# Record excerpts:

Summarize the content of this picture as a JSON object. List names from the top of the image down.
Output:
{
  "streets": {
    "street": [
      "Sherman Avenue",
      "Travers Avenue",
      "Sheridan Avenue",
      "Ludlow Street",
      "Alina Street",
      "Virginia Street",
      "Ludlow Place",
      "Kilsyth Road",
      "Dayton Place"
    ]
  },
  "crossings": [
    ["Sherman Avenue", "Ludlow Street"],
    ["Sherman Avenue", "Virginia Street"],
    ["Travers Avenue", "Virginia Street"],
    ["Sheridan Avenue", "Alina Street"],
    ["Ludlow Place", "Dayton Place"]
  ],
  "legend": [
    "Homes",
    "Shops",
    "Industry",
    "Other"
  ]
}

...

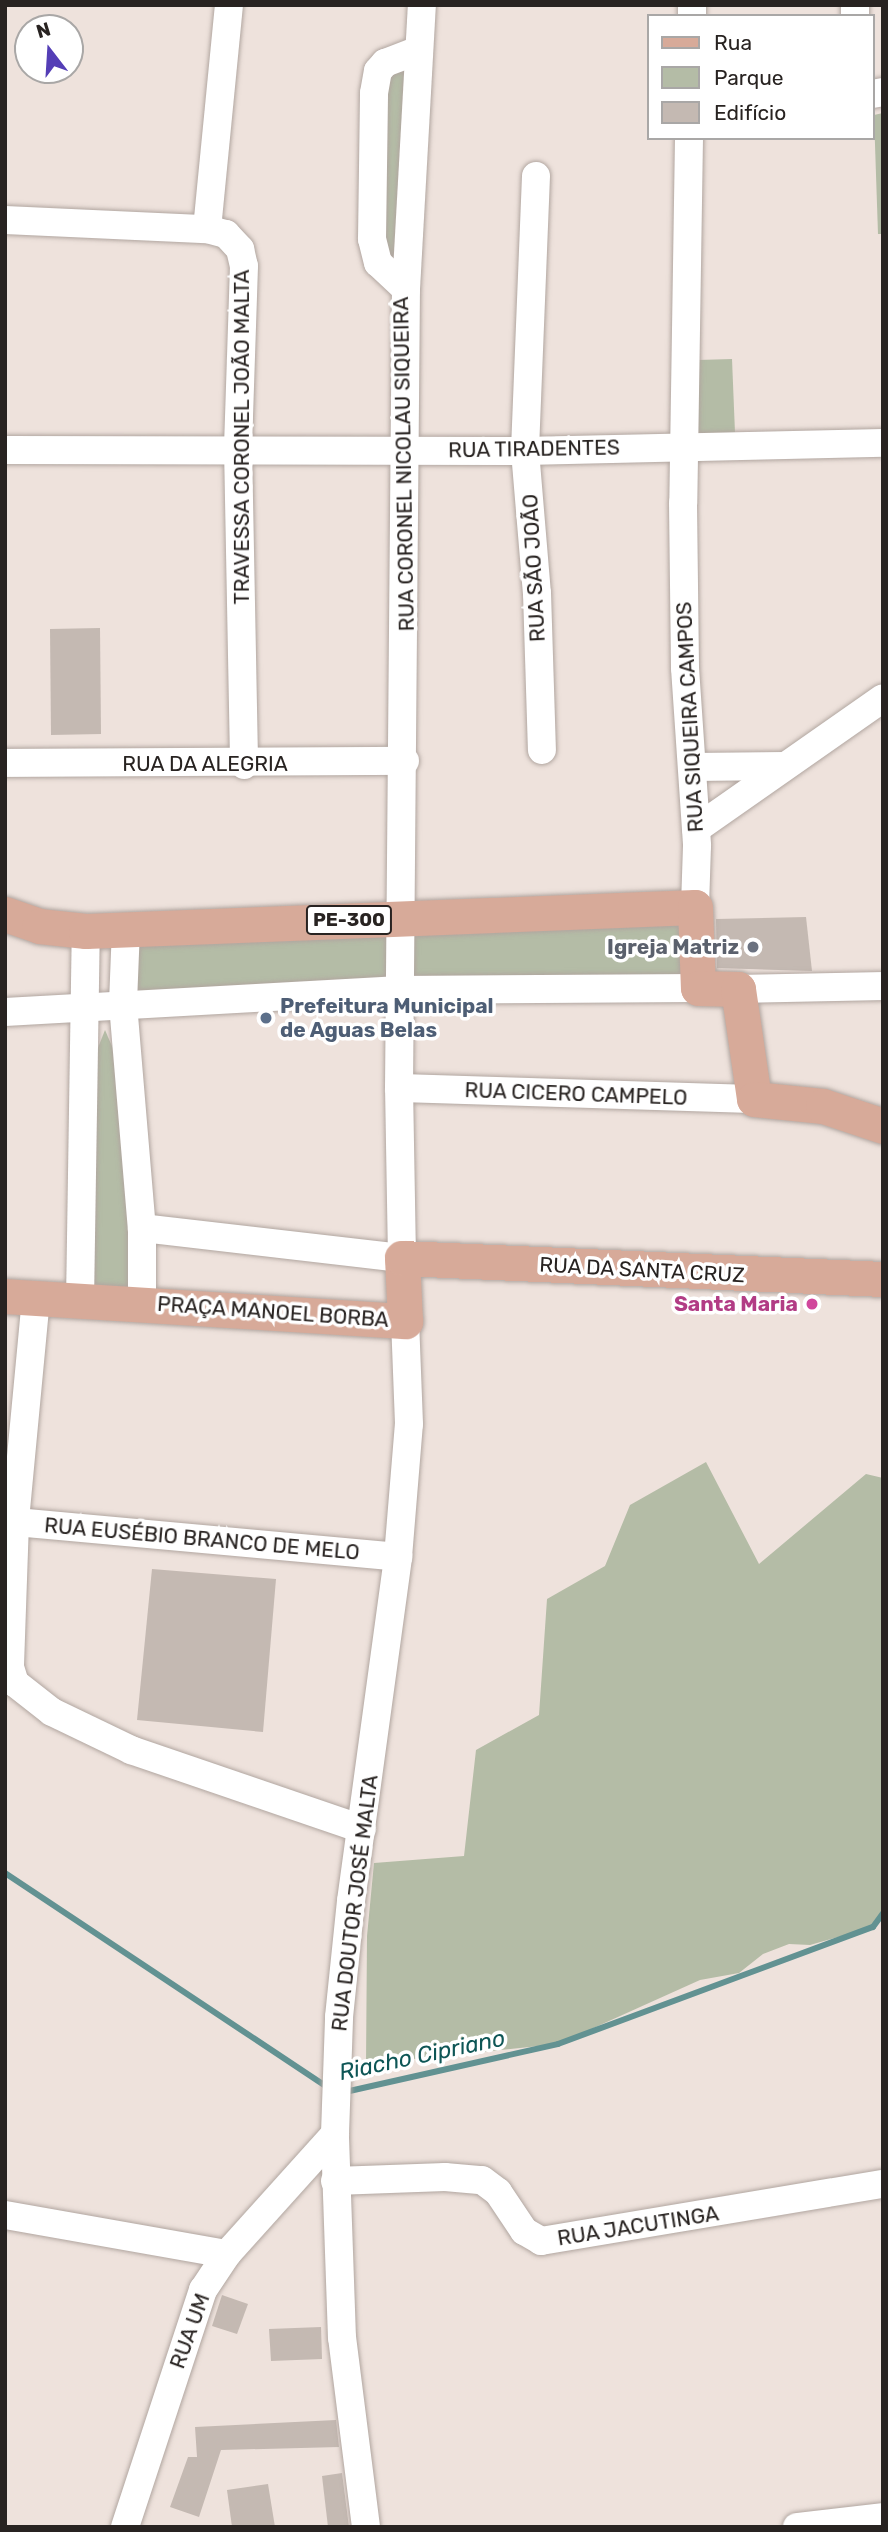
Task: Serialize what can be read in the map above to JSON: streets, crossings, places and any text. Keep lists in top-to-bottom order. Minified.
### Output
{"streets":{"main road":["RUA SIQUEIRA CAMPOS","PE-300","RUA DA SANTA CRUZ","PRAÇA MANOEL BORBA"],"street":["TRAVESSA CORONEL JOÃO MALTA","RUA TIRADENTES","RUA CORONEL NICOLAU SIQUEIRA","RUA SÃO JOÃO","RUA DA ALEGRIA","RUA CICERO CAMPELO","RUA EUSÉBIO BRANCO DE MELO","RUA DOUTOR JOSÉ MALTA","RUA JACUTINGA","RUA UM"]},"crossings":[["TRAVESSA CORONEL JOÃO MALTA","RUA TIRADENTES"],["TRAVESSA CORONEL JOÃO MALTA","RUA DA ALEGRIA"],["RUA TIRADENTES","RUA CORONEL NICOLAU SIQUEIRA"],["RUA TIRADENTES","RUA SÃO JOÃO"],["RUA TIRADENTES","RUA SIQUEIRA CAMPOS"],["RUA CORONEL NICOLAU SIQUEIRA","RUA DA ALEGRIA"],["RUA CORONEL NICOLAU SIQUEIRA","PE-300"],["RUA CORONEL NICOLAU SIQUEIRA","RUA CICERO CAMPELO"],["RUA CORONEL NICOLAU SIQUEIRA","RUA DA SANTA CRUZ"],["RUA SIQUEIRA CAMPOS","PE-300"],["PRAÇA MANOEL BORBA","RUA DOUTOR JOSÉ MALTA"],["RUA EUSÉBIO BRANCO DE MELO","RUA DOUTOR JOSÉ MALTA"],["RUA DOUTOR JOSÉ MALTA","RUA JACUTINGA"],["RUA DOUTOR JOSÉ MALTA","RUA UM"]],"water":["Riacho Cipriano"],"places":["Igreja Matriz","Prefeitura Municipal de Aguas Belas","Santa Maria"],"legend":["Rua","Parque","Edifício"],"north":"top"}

...

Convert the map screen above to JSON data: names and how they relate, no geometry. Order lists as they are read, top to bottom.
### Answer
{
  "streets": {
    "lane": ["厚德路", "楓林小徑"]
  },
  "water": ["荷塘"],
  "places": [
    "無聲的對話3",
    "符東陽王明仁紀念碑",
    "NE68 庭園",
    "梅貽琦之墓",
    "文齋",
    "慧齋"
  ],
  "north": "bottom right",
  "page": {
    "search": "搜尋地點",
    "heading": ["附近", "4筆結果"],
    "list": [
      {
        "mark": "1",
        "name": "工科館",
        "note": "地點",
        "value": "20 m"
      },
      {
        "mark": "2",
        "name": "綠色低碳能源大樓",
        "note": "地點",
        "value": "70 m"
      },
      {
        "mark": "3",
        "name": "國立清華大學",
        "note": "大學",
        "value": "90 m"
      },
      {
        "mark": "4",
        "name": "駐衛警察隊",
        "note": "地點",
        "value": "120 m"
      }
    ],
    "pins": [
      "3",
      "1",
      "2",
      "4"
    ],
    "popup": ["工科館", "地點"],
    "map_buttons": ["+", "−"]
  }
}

# Exercise details:
The lines sought are those in the data above that include the string "lists"; copy each one.

# Result:
Task: Serialize what can be read in the map above to JSON: streets, crossings, places and any text. Keep lists in top-to-bottom order. Minified.
Convert the map screen above to JSON data: names and how they relate, no geometry. Order lists as they are read, top to bottom.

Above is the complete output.